Try it –
Below are entries; output exactly the lines from the one with "position:relative; width:568px; height:1002px;" to the one with "filter:drop-shadow(1px 0 #676f88)", both included, and nothing else.

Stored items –
■ ■ ■

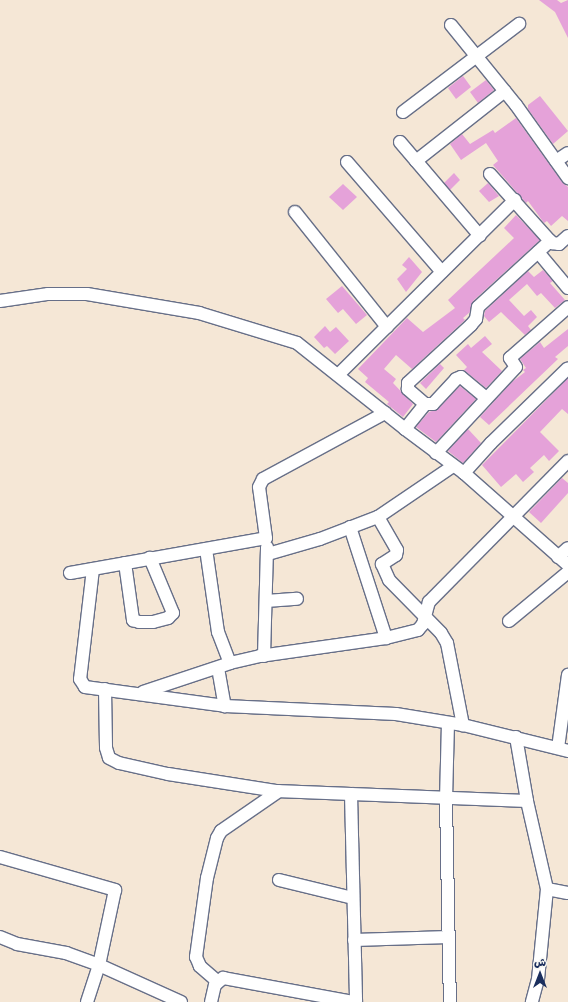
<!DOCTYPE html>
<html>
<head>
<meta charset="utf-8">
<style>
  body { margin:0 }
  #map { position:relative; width:568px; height:1002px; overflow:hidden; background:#f5e7d6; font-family:Caveat,"Playpen Sans Arabic",sans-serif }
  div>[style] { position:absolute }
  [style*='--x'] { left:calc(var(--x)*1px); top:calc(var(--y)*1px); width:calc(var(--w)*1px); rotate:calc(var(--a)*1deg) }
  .building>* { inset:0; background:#e5a2d9 }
  .roads { filter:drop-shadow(1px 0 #676f88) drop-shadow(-1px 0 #676f88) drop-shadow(0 1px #676f88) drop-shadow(0 -1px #676f88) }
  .minor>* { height:12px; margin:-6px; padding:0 6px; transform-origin:6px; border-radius:6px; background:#fff }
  span { translate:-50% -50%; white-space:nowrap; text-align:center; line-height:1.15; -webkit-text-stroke:3px #f6f6f2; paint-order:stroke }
  .north { position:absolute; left:520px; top:954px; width:40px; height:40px; -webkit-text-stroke:3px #f6f6f2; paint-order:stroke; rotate:0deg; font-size:11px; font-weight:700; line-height:16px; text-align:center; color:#1b2f5e }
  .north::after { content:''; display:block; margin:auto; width:14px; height:18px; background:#1b2f5e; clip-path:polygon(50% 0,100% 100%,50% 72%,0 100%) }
</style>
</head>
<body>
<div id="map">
  <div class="building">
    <i style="clip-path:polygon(539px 0,557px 0,561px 3px,568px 0,568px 38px,555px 12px)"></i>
    <i style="clip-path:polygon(463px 76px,471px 87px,456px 99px,448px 88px)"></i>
    <i style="clip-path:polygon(486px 80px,494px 90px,478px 103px,470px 92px)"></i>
    <i style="clip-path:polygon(540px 96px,568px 131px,553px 144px,528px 109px,528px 105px)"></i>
    <i style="clip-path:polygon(516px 118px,562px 182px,568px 187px,568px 221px,562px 216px,551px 226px,547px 221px,544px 223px,528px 201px,526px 203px,493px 165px,498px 161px,486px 143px,461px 160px,450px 144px,462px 134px,470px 144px,493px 130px,495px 133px)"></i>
    <i style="clip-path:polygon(454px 173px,460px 180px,450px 190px,444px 183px)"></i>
    <i style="clip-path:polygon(488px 183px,499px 196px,489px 202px,479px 191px)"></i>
    <i style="clip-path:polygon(343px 184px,357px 197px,343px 210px,329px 197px)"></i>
    <i style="clip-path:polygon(516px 215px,540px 240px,473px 301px,470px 312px,463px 318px,465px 320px,412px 369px,396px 355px,384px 369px,396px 379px,393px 383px,413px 404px,403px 417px,387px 404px,389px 402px,365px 382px,368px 378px,358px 369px,407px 318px,423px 332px,455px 308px,448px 300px,514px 238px,504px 228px)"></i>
    <i style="clip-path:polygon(409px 257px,422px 272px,406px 292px,397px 279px,407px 269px,402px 265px)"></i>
    <i style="clip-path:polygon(543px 270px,553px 281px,550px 283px,565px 300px,555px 308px,541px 293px,537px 296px,527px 284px,509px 300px,524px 316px,531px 310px,537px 317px,528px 326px,531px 330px,525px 335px,501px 312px,489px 322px,484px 316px,485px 311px,528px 271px,534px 277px)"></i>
    <i style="clip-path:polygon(342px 286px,367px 315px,356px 324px,343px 309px,338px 313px,326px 299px)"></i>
    <i style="clip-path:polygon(325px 326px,330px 332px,336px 327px,349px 341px,335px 354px,327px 346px,324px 348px,314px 337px)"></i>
    <i style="clip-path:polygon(568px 329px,568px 346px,555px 357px,558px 359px,489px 425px,480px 417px,512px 382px,525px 372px,523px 370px,526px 368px,520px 359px,540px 342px,544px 348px)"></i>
    <i style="clip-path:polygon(485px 336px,492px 344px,482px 352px,502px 371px,486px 388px,464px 370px,467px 367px,456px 355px,468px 344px,471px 348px)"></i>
    <i style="clip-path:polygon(440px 364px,444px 368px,426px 389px,420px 383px)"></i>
    <i style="clip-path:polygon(568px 378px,568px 414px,562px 409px,540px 432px,559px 451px,549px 461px,544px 455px,530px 468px,534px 472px,523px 482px,516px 474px,501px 487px,482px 465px)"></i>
    <i style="clip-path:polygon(460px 386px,476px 399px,436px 442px,416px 427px,429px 412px,438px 409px)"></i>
    <i style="clip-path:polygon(468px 429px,481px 443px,463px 463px,448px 451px)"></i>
    <i style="clip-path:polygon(562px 478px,568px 483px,568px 493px,541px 523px,529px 512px)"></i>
  </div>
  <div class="roads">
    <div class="minor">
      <i style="--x:451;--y:25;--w:103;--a:50.9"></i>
      <i style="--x:516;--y:105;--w:90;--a:54.5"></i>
      <i style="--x:403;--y:112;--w:146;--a:-37.2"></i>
      <i style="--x:400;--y:142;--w:123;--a:49.6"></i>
      <i style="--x:416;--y:161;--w:113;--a:-38.2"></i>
      <i style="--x:556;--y:161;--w:14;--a:-34"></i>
      <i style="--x:347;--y:162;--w:145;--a:49.2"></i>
      <i style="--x:490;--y:174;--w:93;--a:48.1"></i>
      <i style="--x:552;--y:243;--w:7;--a:8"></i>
      <i style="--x:559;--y:244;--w:12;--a:-42"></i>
      <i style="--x:295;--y:212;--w:147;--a:51.3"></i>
      <i style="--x:538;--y:252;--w:47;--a:50.2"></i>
      <i style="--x:0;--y:301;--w:49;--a:-8.3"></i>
      <i style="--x:48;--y:294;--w:39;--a:0"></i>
      <i style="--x:87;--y:294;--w:114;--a:9.6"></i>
      <i style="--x:199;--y:313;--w:102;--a:17"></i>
      <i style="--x:297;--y:343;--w:138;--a:38.5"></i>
      <i style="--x:405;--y:429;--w:74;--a:36.7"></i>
      <i style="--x:464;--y:473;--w:139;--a:41.5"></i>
      <i style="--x:338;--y:375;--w:249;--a:-44.7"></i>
      <i style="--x:425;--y:404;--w:8;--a:0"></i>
      <i style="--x:433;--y:404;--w:34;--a:-47"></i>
      <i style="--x:456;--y:379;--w:5;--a:-22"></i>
      <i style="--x:461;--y:377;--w:33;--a:40"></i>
      <i style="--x:405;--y:429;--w:32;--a:-51"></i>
      <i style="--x:425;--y:404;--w:23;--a:-139"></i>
      <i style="--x:408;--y:389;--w:6;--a:-90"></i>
      <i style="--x:408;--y:383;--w:86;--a:-42.6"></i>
      <i style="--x:471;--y:325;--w:8;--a:-50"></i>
      <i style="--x:476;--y:319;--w:12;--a:-81"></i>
      <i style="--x:478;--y:307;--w:98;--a:-42.5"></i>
      <i style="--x:436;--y:453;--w:117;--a:-47.1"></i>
      <i style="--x:516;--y:367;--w:11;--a:-124"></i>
      <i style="--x:510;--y:358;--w:77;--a:-41.3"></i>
      <i style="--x:464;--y:473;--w:40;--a:-48"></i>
      <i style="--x:491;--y:443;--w:107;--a:-44.2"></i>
      <i style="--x:378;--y:517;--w:38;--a:60"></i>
      <i style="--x:397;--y:550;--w:5;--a:101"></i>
      <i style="--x:396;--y:555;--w:17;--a:147"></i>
      <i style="--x:382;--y:564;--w:17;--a:66"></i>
      <i style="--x:389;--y:580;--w:74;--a:45.5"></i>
      <i style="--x:441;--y:633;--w:12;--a:59"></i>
      <i style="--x:447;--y:643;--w:84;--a:79"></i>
      <i style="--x:350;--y:527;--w:117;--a:72"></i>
      <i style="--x:206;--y:549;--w:84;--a:81.8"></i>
      <i style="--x:218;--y:632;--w:33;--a:69"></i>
      <i style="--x:268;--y:554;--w:54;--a:-16.1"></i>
      <i style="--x:320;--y:539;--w:62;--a:-20.8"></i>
      <i style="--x:378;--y:517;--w:91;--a:-34.2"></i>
      <i style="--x:558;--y:557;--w:13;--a:-42"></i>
      <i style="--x:125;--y:563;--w:58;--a:82"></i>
      <i style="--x:133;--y:620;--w:6;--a:18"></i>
      <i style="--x:139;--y:622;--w:14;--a:0"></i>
      <i style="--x:153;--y:622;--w:16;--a:-15"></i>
      <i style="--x:168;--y:618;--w:7;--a:-45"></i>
      <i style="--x:173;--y:613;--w:60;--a:-112.7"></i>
      <i style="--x:93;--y:569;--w:111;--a:96.7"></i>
      <i style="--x:80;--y:679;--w:9;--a:58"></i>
      <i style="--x:85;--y:687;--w:141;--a:7.7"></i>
      <i style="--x:225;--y:706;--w:171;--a:2.7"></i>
      <i style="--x:396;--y:714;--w:68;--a:9.3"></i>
      <i style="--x:463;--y:725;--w:108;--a:13.9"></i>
      <i style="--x:70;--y:573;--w:199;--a:-10.1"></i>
      <i style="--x:266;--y:538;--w:51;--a:-97.8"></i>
      <i style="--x:259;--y:487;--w:9;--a:-63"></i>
      <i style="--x:263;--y:479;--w:139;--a:-28.4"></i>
      <i style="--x:266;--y:601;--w:31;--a:-4"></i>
      <i style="--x:509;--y:621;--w:77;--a:-39.7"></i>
      <i style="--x:264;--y:656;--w:109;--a:-88.4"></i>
      <i style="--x:218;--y:668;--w:39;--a:80"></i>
      <i style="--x:105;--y:689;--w:59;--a:89"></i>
      <i style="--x:106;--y:748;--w:10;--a:73"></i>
      <i style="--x:109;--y:758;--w:11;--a:27"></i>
      <i style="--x:119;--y:763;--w:50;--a:12.7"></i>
      <i style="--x:168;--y:774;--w:109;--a:8.9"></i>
      <i style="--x:276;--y:791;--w:251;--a:2.3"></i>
      <i style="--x:143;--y:692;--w:92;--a:-18.4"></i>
      <i style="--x:230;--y:663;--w:31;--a:-13"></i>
      <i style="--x:260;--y:656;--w:127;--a:-8.1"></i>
      <i style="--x:386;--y:638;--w:33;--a:-14"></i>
      <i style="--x:418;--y:630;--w:8;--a:-50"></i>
      <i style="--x:423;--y:624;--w:23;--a:-75"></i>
      <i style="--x:429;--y:602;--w:198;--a:-45.4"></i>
      <i style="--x:448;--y:723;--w:77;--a:91.5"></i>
      <i style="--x:446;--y:800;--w:202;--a:88.9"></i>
      <i style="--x:516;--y:737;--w:65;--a:80.2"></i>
      <i style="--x:527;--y:801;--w:90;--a:77.2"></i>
      <i style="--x:547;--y:889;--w:90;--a:95.7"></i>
      <i style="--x:538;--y:979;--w:24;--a:105"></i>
      <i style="--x:558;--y:748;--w:74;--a:-82.2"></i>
      <i style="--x:351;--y:794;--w:208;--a:88.6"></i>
      <i style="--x:0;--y:857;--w:120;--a:16"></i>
      <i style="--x:115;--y:890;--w:77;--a:102"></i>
      <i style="--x:99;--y:965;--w:39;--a:108"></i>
      <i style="--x:279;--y:880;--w:76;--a:13.7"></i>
      <i style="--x:547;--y:889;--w:21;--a:11"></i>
      <i style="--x:0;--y:937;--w:18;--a:22"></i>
      <i style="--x:17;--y:944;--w:50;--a:10.4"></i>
      <i style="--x:66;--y:953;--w:35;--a:20"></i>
      <i style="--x:99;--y:965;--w:90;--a:24.3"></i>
      <i style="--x:354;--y:940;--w:95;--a:-1.8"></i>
      <i style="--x:217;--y:981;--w:23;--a:-139"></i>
      <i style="--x:200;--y:966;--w:10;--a:-114"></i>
      <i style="--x:196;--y:957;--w:80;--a:-82.1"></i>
      <i style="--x:207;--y:878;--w:41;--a:-76"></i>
      <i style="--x:217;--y:838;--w:8;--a:-60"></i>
      <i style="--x:221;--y:831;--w:70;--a:-34.6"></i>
      <i style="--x:211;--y:1002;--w:17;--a:-77"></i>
      <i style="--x:215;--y:985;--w:11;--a:-41"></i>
      <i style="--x:223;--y:978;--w:133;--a:10.4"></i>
    </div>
  </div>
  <div class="north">ش</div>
</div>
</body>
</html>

■ ■ ■

Worked solution –
  #map { position:relative; width:568px; height:1002px; overflow:hidden; background:#f5e7d6; font-family:Caveat,"Playpen Sans Arabic",sans-serif }
  div>[style] { position:absolute }
  [style*='--x'] { left:calc(var(--x)*1px); top:calc(var(--y)*1px); width:calc(var(--w)*1px); rotate:calc(var(--a)*1deg) }
  .building>* { inset:0; background:#e5a2d9 }
  .roads { filter:drop-shadow(1px 0 #676f88) drop-shadow(-1px 0 #676f88) drop-shadow(0 1px #676f88) drop-shadow(0 -1px #676f88) }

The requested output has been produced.